**Task directions**
The reply should contain only the lines from the start of the records through the line with "width:63px; height:63px; display:grid;", reproduced verbatim and without pictures.

Exercise materials: Begin

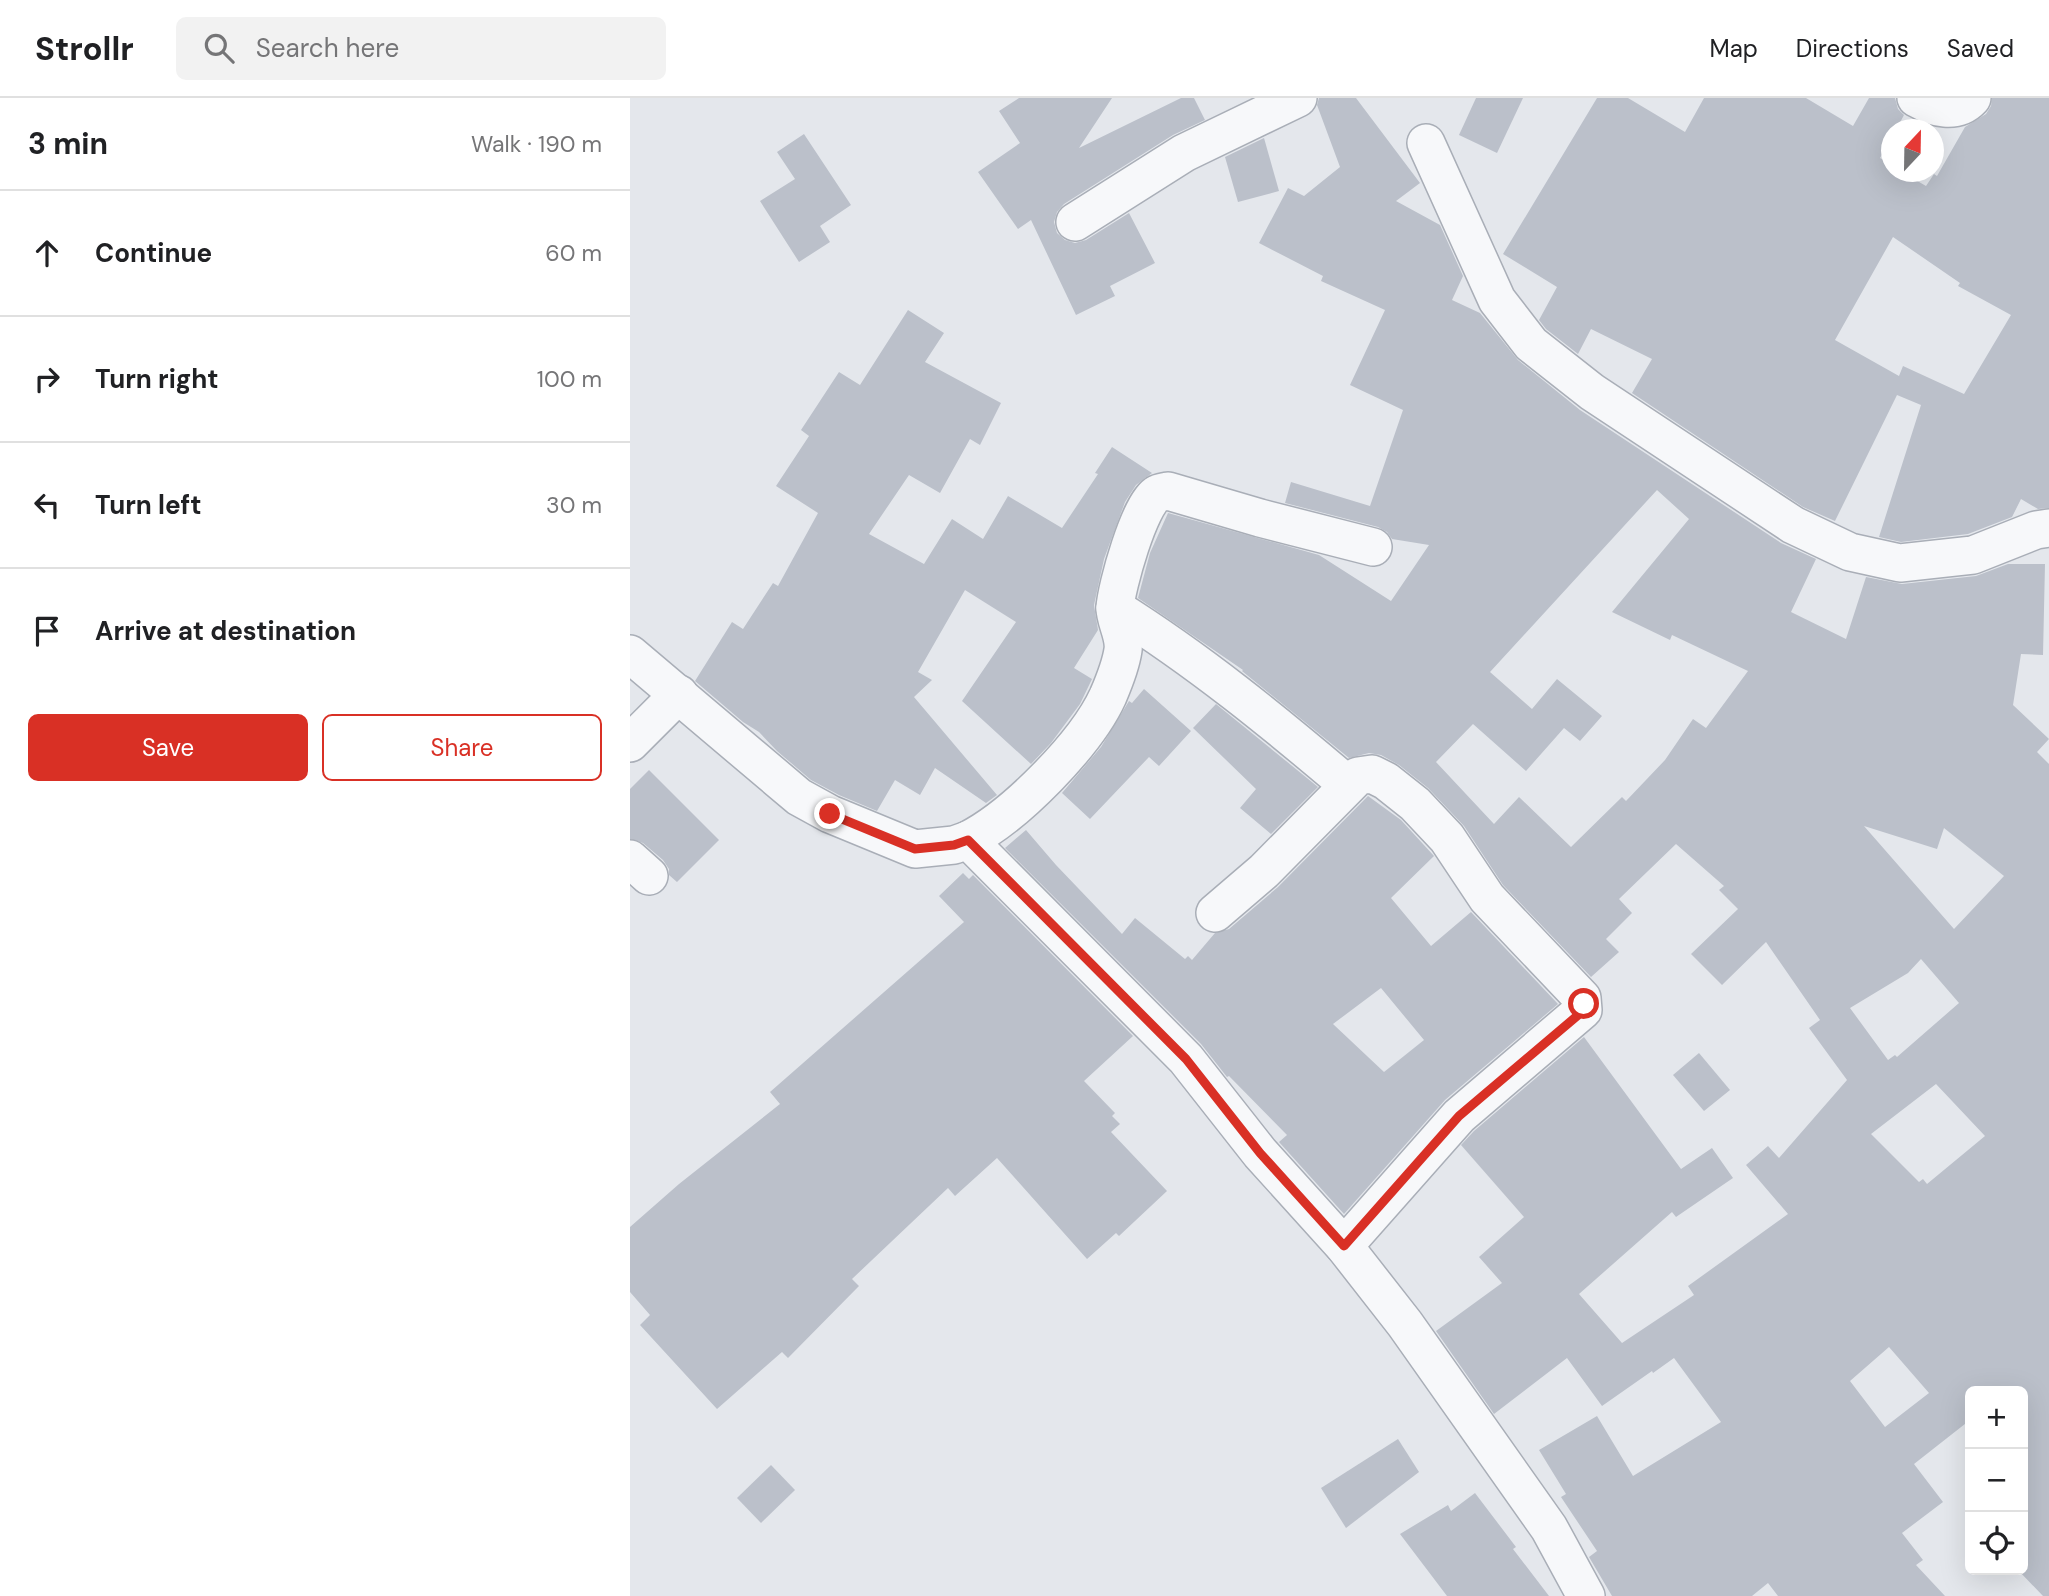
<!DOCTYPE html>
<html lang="en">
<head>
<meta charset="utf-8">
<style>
	body { margin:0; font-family:"DM Sans",sans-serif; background:#f2f2f2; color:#202124 }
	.controls { position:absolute; right:21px; bottom:21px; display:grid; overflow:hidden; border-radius:10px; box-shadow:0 7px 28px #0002 }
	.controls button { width:63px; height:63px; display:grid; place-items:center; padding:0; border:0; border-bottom:2px solid #e0e0e0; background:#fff; color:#202124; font:35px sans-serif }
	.compass { position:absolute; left:1251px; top:21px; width:63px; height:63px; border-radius:50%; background:#fff; box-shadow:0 7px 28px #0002; rotate:22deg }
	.stop { position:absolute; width:21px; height:21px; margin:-16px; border:5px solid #d93025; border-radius:50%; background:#fff }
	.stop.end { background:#d93025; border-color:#fff; box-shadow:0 2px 7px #0008 }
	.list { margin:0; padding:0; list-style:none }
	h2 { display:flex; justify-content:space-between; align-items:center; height:91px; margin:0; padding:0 28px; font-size:30px }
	h2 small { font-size:23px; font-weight:400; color:#757577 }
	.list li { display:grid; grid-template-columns:46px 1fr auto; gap:21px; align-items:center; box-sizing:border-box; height:126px; padding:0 28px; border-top:2px solid #e0e0e0 }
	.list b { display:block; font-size:26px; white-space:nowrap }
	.list em { font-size:23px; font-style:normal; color:#757577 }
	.actions { display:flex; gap:14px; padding:21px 28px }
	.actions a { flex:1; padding:16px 0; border:2px solid #d93025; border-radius:10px; text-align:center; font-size:24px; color:#d93025 }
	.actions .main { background:#d93025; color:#fff }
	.icon { flex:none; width:38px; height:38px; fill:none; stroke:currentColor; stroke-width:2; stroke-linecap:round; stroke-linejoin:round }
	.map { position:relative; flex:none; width:1419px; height:1498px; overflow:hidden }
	header { display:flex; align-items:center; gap:42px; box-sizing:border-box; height:98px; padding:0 35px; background:#fff; border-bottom:2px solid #e0e0e0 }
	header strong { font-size:33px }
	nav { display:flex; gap:38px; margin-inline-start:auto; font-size:24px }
	.search { width:490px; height:63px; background:#f2f2f2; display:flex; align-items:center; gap:18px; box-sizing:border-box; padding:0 24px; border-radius:10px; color:#757577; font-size:26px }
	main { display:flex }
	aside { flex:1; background:#fff }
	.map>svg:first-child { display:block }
</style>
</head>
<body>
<header>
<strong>Strollr</strong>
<div class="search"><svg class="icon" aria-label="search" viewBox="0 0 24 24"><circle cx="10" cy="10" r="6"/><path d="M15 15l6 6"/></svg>Search here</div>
<nav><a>Map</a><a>Directions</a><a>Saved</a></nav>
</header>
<main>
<aside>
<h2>3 min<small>Walk · 190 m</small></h2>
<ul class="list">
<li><svg class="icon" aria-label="ahead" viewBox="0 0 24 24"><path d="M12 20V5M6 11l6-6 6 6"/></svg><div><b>Continue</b></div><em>60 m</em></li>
<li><svg class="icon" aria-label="right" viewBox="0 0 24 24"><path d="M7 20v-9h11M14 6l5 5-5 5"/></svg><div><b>Turn right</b></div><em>100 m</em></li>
<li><svg class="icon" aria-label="left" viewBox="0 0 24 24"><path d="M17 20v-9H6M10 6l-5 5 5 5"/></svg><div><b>Turn left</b></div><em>30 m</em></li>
<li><svg class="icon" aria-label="arrive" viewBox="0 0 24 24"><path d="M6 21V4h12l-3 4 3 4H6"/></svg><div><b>Arrive at destination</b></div></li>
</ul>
<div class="actions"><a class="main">Save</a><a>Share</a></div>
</aside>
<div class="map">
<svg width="1419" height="1498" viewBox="0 0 1419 1498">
	<rect width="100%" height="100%" fill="#e4e7ec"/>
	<g fill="#bbc0ca" fill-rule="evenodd">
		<path d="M 389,0 L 482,0 L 449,50 L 551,0 L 564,0 L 575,22 L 543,37 L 434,106 L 427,114 L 424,124 L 427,135 L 435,142 L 445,145 L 456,142 L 499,115 L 525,165 L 480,188 L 485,198 L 446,217 L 401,122 L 388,131 L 348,74 L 390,45 L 369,13 Z"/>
		<path d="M 689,0 L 726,0 L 790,85 L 766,103 L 810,127 L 833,178 L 822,202 L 850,215 L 888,262 L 950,312 L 1151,445 L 1186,461 L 1161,514 L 1216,541 L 1236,479 L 1272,486 L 1346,478 L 1378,466 L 1415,466 L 1413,557 L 1391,556 L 1383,607 L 1419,641 L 1407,654 L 1419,666 L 1419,1498 L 1413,1498 L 1388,1472 L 1393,1472 L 1393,1293 L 1340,1293 L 1340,1322 L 1284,1366 L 1313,1404 L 1272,1435 L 1293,1462 L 1286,1467 L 1315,1498 L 1148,1498 L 1138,1485 L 1122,1498 L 982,1498 L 959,1459 L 967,1453 L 931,1399 L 936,1396 L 909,1352 L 967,1318 L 1003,1378 L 1091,1324 L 1044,1260 L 1023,1275 L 1022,1273 L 972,1308 L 937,1260 L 864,1316 L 806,1233 L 872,1185 L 849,1159 L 894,1119 L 831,1047 L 844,1033 L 954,939 L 1051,1071 L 1082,1050 L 1103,1080 L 1046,1119 L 1042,1114 L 949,1196 L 992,1245 L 1064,1197 L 1058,1188 L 1158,1116 L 1116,1067 L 1138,1048 L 1149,1060 L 1217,982 L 1179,930 L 1190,922 L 1136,844 L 1092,887 L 1061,856 L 1108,811 L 1089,792 L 1094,788 L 1046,746 L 989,801 L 1002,815 L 976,841 L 989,854 L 961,879 L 873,787 L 834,728 L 798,690 L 769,667 L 751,657 L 739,655 L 719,660 L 612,573 L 613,572 L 508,500 L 520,455 L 538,415 L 689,457 L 761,503 L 799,447 L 762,441 L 757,434 L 748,429 L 655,405 L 661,384 L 740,408 L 773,312 L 720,287 L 755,212 L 691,183 L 693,178 L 629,145 L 658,90 L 674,98 L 710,69 L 687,7 ZM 1027,392 L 1059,421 L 982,514 L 1040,542 L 1042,537 L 1118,573 L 1076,630 L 1063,621 L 1035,662 L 996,703 L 992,699 L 941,749 L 889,699 L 864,726 L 806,664 L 843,626 L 896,673 L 934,630 L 950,643 L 972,618 L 927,581 L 902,611 L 860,574 ZM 1234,728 L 1307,751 L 1314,730 L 1374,778 L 1324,831 ZM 1291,861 L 1329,905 L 1267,959 L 1265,957 L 1258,962 L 1220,910 L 1278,875 ZM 1306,986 L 1355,1038 L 1297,1086 L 1293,1081 L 1289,1084 L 1241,1036 ZM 1259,1249 L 1299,1295 L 1255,1329 L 1220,1283 Z"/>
		<path d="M 846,0 L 893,0 L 867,55 L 829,37 Z"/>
		<path d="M 967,0 L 998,0 L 1055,34 L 1074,0 L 1176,0 L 1223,28 L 1239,0 L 1265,0 L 1268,11 L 1274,17 L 1266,32 L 1262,32 L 1262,39 L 1250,60 L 1262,67 L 1262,74 L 1272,74 L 1296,88 L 1304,76 L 1307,78 L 1335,29 L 1356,16 L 1361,8 L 1362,0 L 1419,0 L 1419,410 L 1408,411 L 1391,401 L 1382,419 L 1338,436 L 1271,444 L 1249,439 L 1291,307 L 1267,297 L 1205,423 L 1173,409 L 1002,295 L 1022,261 L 961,231 L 948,256 L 916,231 L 909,222 L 927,189 L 873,156 ZM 1263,139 L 1330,185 L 1328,188 L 1381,217 L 1334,296 L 1273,268 L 1269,278 L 1205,242 Z"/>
		<path d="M 174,36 L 221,107 L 190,128 L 200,144 L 169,164 L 130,103 L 165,81 L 147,54 Z"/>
		<path d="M 634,40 L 649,93 L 608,104 L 595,59 Z"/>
		<path d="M 278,212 L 314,235 L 295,264 L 371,305 L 350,347 L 340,341 L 310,395 L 279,377 L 239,436 L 294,466 L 322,421 L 353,441 L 378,398 L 432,430 L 468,376 L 465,375 L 482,349 L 522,375 L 506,387 L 495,404 L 474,461 L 464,507 L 468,532 L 444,570 L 462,581 L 450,606 L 421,645 L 401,666 L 332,603 L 386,524 L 335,492 L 288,574 L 302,582 L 284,599 L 367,697 L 356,705 L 305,670 L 290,697 L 265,682 L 247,713 L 209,697 L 181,682 L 147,653 L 129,634 L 113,624 L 65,583 L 102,524 L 113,531 L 143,485 L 148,488 L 188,415 L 146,388 L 179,338 L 171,332 L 209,274 L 230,287 Z"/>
		<path d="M 514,591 L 561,633 L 529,668 L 519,659 L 460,721 L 432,695 L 471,649 L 499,603 L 502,605 Z"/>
		<path d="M 586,606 L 688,689 L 641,736 L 610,710 L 626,691 L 563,630 Z"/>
		<path d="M 19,672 L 89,742 L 47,784 L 39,777 L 39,771 L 33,762 L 13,745 L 0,741 L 0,691 Z"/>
		<path d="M 738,698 L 771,722 L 804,758 L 761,800 L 801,848 L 841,814 L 928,906 L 815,1002 L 714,1116 L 649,1044 L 657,1037 L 599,978 L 597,979 L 571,946 L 375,750 L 396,732 L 426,767 L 492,836 L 505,820 L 555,861 L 558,858 L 562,862 L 585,835 L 599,831 L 648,789 ZM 751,890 L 794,942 L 754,974 L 703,926 Z"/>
		<path d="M 333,775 L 339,781 L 343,777 L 503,938 L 454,983 L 485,1015 L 482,1018 L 490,1026 L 481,1034 L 537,1093 L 489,1138 L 486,1135 L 457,1161 L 367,1060 L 325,1098 L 318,1090 L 222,1181 L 229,1188 L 158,1260 L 152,1254 L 87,1311 L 10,1227 L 20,1217 L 0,1194 L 0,1129 L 49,1086 L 150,1006 L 140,994 L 334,824 L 309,798 Z"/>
		<path d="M 1069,955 L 1100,992 L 1074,1013 L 1043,977 Z"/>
		<path d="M 768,1341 L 789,1374 L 716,1430 L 691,1390 Z"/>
		<path d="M 141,1367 L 165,1392 L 131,1425 L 107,1400 Z"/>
		<path d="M 845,1395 L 886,1449 L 883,1451 L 919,1498 L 817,1498 L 770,1436 L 818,1407 L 821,1413 Z"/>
	</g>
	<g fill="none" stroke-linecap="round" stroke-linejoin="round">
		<defs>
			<g id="minor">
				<path d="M 1286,0 C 1304,10 1326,17 1342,0"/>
				<path d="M 796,45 L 867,202 L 901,246 L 962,294 L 1163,427 L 1220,454 L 1270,465 L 1343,457 L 1406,432 L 1419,430"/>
				<path d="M 445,124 L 554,55 L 668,0"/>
				<path d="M 485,510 C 568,562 644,624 718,687"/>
				<path d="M 0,556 L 169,699 L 200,716 L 285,751 L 324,747 L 338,742 L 556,961 L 630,1055 L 714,1148 L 775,1226 L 919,1430 L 956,1498"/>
				<path d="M 0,645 L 49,596"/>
				<path d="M 338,742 C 385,718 456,646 478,598 C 484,584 491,566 493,552 C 495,538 485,523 485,510 C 486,490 510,404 527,396 C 530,394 534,394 538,393 L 630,420 L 743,449"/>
				<path d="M 0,761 L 19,778"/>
				<path d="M 585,815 L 634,773 L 728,678 L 742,676 L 756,683 L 785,706 L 817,740 L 857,800 L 952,900 L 953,912 L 829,1018 L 714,1148"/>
			</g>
		</defs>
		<use href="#minor" stroke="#a9aeb7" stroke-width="40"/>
		<use href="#minor" stroke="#f7f8fa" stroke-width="37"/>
	</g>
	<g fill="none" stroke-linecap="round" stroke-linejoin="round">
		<path stroke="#d93025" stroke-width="9" d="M 200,716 L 285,751 L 324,747 L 338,742 L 556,961 L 630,1055 L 714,1148 L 829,1018 L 947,918 L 953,912 L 954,906"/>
	</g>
</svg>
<div class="controls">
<button>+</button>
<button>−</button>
<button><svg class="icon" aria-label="locate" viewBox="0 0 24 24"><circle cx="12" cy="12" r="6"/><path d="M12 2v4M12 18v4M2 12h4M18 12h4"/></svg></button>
</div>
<svg class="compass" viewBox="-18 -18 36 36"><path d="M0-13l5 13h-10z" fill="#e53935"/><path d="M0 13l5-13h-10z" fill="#757577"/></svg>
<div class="stop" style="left:954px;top:906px"></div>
<div class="stop end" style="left:200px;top:716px"></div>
</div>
</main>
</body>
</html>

Exercise materials: End

**Solution**
<!DOCTYPE html>
<html lang="en">
<head>
<meta charset="utf-8">
<style>
	body { margin:0; font-family:"DM Sans",sans-serif; background:#f2f2f2; color:#202124 }
	.controls { position:absolute; right:21px; bottom:21px; display:grid; overflow:hidden; border-radius:10px; box-shadow:0 7px 28px #0002 }
	.controls button { width:63px; height:63px; display:grid; place-items:center; padding:0; border:0; border-bottom:2px solid #e0e0e0; background:#fff; color:#202124; font:35px sans-serif }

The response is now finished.